The Illusionist’s Apprentice
Behind every great illusionist is a powerful and intelligent woman who holds the key to all of the secrets and tricks kept hidden from the public. In The Illusionist’s Apprentice, we meet Wren Lockhart, Harry Houdini’s fictional assistant.
It is New Year’s Eve of 1926, and Harry Houdini has been dead for two months. The story opens at a cemetery, where Houdini’s nemesis, Horace Stapleton, has gathered crowds to witness his attempt to resurrect a dead man. But when something goes terribly wrong, the federal agents who had been dispatched to witness the show start to believe that something more sinister was at play than just an unfortunate accident. They turn their focus to Wren, a vaudeville illusionist, whose previous association with Houdini, as well as her mysterious past, propels her to become a person of interest. As Agent Elliot Matthews begins to unravel the truth, Wren becomes more elusive than ever.

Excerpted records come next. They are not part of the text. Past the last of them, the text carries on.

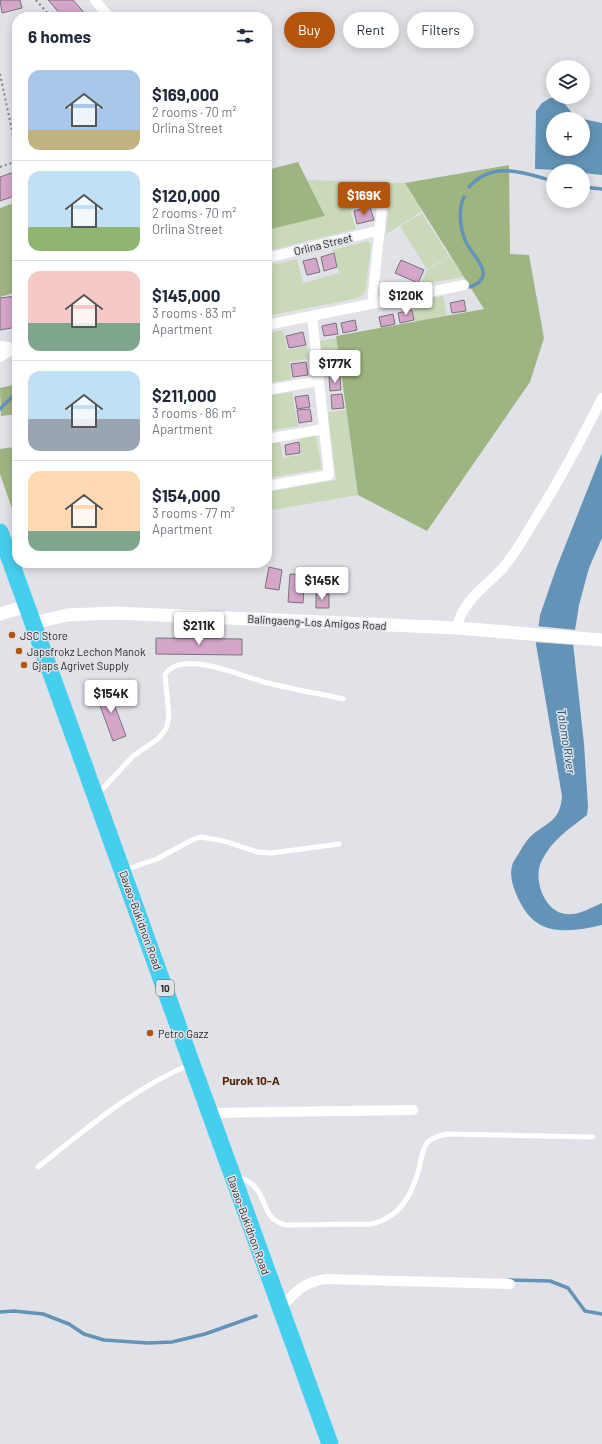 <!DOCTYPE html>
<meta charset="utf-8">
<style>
body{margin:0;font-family:Barlow,sans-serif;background:#f2f2f3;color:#1f2937;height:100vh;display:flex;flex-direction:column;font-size:15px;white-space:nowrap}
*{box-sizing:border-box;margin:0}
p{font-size:13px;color:#747a83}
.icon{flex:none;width:22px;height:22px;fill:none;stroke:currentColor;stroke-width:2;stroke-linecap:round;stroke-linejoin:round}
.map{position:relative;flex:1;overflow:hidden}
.details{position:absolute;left:12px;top:12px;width:260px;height:556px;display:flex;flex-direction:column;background:#fff;border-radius:16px;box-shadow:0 2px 10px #0003}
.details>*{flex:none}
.top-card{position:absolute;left:284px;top:12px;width:258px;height:36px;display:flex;gap:8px}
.tools{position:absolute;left:546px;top:60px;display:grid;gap:8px}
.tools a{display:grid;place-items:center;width:44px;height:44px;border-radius:50%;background:#fff;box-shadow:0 2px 10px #0003;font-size:20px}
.price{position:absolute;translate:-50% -34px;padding:0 9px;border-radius:4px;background:#fff;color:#222;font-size:13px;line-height:26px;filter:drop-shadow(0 1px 2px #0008)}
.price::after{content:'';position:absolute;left:50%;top:24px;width:12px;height:9px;margin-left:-6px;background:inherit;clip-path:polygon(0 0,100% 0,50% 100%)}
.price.active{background:#b4540d;color:#fff}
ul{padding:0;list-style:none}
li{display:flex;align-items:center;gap:12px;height:100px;padding:0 16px}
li+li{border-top:1px solid #e0e1e3}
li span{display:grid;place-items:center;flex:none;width:112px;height:80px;border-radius:12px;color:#555}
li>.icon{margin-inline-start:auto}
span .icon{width:48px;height:48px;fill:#fffc;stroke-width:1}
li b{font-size:17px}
h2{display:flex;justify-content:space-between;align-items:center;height:48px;padding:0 16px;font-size:17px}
.chip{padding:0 14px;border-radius:18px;background:#fff;box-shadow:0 2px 10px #0003;font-size:14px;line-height:36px}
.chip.active{background:#b4540d;color:#fff}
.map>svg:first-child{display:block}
.green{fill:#cad9b9}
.forest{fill:#9eb582}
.water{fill:#6393b6}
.pier{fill:#e0e2e8}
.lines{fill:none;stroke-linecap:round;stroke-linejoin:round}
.stream{stroke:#6393b6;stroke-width:3.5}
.building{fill:#d5a5ca;stroke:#787377}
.path{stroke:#828387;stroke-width:2;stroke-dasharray:2 3;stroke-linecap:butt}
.service{stroke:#fff;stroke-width:5}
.minor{stroke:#fff;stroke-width:10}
.tertiary{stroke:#fff;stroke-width:13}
.trunk{stroke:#46ceee;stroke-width:17}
.poi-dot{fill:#b4540d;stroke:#e0e2e8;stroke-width:1.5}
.labels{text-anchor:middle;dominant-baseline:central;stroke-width:3;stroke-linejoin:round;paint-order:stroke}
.shield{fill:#e0e2e8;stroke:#616265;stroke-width:1}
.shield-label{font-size:10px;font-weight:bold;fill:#2a2b2d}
.street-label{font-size:11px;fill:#2a2b2d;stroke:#e0e2e8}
.poi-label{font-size:11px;fill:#2a2b2d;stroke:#e0e2e8;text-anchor:start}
.water-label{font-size:12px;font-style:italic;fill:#114b6f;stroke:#e0e2e8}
.neighbourhood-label{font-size:12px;font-weight:bold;fill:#532406;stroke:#e0e2e8}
</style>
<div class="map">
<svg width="602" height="1444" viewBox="0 0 602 1444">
<rect width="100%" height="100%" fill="#e0e2e8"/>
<path class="green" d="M307,180L405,183L422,211L386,234L390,195L377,193L376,203L350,209L356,229L267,251V230L325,216Z
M422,213L449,256L427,269L400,226Z
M367,241L370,242L371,246L366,289L363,295L354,299L267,316V266L297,259L303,283L339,273L333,250Z
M450,256L464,277L421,284L427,270Z
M443,296L447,316L415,322L412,302Z
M283,330L287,350L307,346L308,359L289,362L292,379L267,383V333Z
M336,338L341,373L324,375L320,341Z
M292,392L298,426L267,431V396Z
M346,410L358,495L267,511V492L336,480L328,412Z
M316,435L322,469L267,478V443L280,441L283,458L302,454L299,438Z"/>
<path class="forest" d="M298,162L325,216L267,230V170Z
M509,165L510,254L529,255L544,338L530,382L427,531L358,495L336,336L484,309L405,183Z
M17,202V292L0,297V208Z
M17,384V414L1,416L0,388Z
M14,447L17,459V516L15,517L0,474V449Z"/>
<path class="water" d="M550,98H560L572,113L583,119H553V149H583V119L602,123V175L583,173V171L535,169L536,111L542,103Z
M602,453V538L589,568L579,605L573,643L584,744L588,807L587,815C569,829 552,840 542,860C533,877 542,906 561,913C575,918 590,908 602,903V925C575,931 544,937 526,912C518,900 508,880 512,866C513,861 517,857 519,853C522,848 526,841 530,837C546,822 560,823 562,796L536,644L540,615L556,569Z"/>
<path class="pier" d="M536,626L577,630L575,645L534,642Z"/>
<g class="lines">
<path class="stream" d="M469,187C493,160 524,173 553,181
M583,187L602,189
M464,197C458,209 460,227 465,240C470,254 500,276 470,287
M0,409L17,392
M509,1280L550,1281L568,1288L585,1311L602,1314
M0,1312L14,1311L43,1314L69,1324L84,1334L104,1340L148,1343L172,1342L205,1334L256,1316"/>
</g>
<path class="building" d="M0,0H20L22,8L2,13Z
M48,0H73L88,17H63Z
M17,171V195L0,201V177Z
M370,207L374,220L357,224L354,211Z
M334,253L337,267L324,271L321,257Z
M316,258L320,272L307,275L303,261Z
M401,260L424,270L418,283L395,273Z
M17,296V327L0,330V298Z
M464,300L466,311L452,313L450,303Z
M412,310L414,320L400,323L398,313Z
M393,314L395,324L381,327L379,317Z
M355,320L357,330L343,333L341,323Z
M336,323L338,334L324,336L322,326Z
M303,332L306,345L289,348L286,336Z
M306,362L308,375L293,377L291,364Z
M340,376L341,390L330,391L329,377Z
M342,394L344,408L332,409L331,395Z
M308,395L310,407L297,409L295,397Z
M310,409L312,421L299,423L297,410Z
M299,442L300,453L286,455L285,445Z
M269,567L282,570L279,590L265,588Z
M290,574L305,575L303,603L288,602Z
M316,594H329V608H316Z
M156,638L242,639V655L156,654Z
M108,688L126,736L113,741L95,692Z"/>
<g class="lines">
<path class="path" d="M36,0L51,17
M0,74L17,154
M0,167L17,161"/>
<path class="service" d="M98,794L133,756L158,739L166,729L169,716L165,675C171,663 187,663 198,664C221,666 242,676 264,682C290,689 316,693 343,699
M124,870L157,859L192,840L201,837L224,841L257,852L272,853L339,844
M38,1167C86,1129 132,1089 189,1065
M237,1177C242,1179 250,1181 254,1186C268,1200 262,1219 286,1225L372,1224C400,1217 412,1195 419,1169C421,1160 422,1150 427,1143C432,1137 440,1136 447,1134L593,1137"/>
<path class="minor" d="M95,0L109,17
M267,258L380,230
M372,304L383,197
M267,325L464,285
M0,346L17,348
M0,357L14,348
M267,390L319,381
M267,439L324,429
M267,486L329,475L312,316
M457,628C461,602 485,587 502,569C516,553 526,534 537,516C561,478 582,438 602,398
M209,1113L413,1110
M280,1309C295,1292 303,1282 326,1279L510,1284"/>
<path class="tertiary" d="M0,614L27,606
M33,623L67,615L115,613L457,628L602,640"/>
<path class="trunk" d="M0,532C111,835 218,1141 330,1444"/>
</g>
<g class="poi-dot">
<circle cx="12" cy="635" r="4"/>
<circle cx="19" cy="651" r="4"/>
<circle cx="24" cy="665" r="4"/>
<circle cx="150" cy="1033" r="4"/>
</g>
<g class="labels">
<rect class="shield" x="156" y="980" width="18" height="16" rx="3"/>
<g class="shield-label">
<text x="165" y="988">10</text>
</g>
<g class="street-label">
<text transform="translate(323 244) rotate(-14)">Orlina Street</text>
<text transform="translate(317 622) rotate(3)">Balingaeng-Los Amigos Road</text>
<text transform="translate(141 920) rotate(70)">Davao-Bukidnon Road</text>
<text transform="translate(249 1225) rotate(70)">Davao-Bukidnon Road</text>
</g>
<g class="poi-label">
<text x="20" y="635">JSC Store</text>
<text x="27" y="651">Japsfrokz Lechon Manok</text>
<text x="32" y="665">Gjaps Agrivet Supply</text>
<text x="158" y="1033">Petro Gazz</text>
</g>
<g class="water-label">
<text transform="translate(567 741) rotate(81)">Talomo River</text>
</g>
<g class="neighbourhood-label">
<text x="251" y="1080">Purok 10-A</text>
</g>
</g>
</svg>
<div class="tools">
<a><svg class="icon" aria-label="layers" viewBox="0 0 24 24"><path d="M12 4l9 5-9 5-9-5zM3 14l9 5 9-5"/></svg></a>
<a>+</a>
<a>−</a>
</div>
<b class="price active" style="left:364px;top:216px">$169K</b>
<b class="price" style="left:406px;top:316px">$120K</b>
<b class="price" style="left:335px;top:384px">$177K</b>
<b class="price" style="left:322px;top:601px">$145K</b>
<b class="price" style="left:199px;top:646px">$211K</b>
<b class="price" style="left:111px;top:714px">$154K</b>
<div class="top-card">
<a class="chip active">Buy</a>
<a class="chip">Rent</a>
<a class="chip">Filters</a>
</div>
<section class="details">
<h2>6 homes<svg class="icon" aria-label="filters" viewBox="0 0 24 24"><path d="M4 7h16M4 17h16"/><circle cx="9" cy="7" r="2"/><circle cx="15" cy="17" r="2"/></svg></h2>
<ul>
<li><span style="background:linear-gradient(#a9c7e8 75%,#c2b280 0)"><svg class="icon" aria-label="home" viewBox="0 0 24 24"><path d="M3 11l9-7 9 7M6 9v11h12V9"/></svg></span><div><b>$169,000</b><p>2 rooms · 70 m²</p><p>Orlina Street</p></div></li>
<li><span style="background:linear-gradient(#bfe0f5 70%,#8fb573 0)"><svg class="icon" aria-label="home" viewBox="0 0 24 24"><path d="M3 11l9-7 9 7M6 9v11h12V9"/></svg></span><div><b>$120,000</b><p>2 rooms · 70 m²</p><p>Orlina Street</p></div></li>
<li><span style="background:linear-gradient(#f6c9c9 65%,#7fa58c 0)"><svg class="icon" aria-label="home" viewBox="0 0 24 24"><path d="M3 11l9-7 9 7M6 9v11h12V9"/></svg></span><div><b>$145,000</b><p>3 rooms · 83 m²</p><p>Apartment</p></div></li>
<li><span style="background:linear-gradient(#bfe0f5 60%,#9aa5b1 0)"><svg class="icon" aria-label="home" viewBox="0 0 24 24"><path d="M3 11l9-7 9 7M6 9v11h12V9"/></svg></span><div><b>$211,000</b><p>3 rooms · 86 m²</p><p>Apartment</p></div></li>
<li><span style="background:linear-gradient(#ffd9b3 75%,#7fa58c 0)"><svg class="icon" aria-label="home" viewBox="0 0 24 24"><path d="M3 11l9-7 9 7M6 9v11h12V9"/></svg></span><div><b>$154,000</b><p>3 rooms · 77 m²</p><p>Apartment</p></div></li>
</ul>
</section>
</div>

Cambron has created a wholly original character in Wren Lockhart. She defies the convention of her time in everything from her dress to her occupation to her stubborn independence. The storyline is intriguing, and the vaudeville scenes are captivating. Period details are spot on, as the reader is transported to the dusky shadows of 1920s Boston.
At once a love story and a mystery, The Illusionist’s Apprentice will appeal to anyone who likes novels about strong, enigmatic women, as well as to those curious about what goes on behind the curtains on a magician’s stage.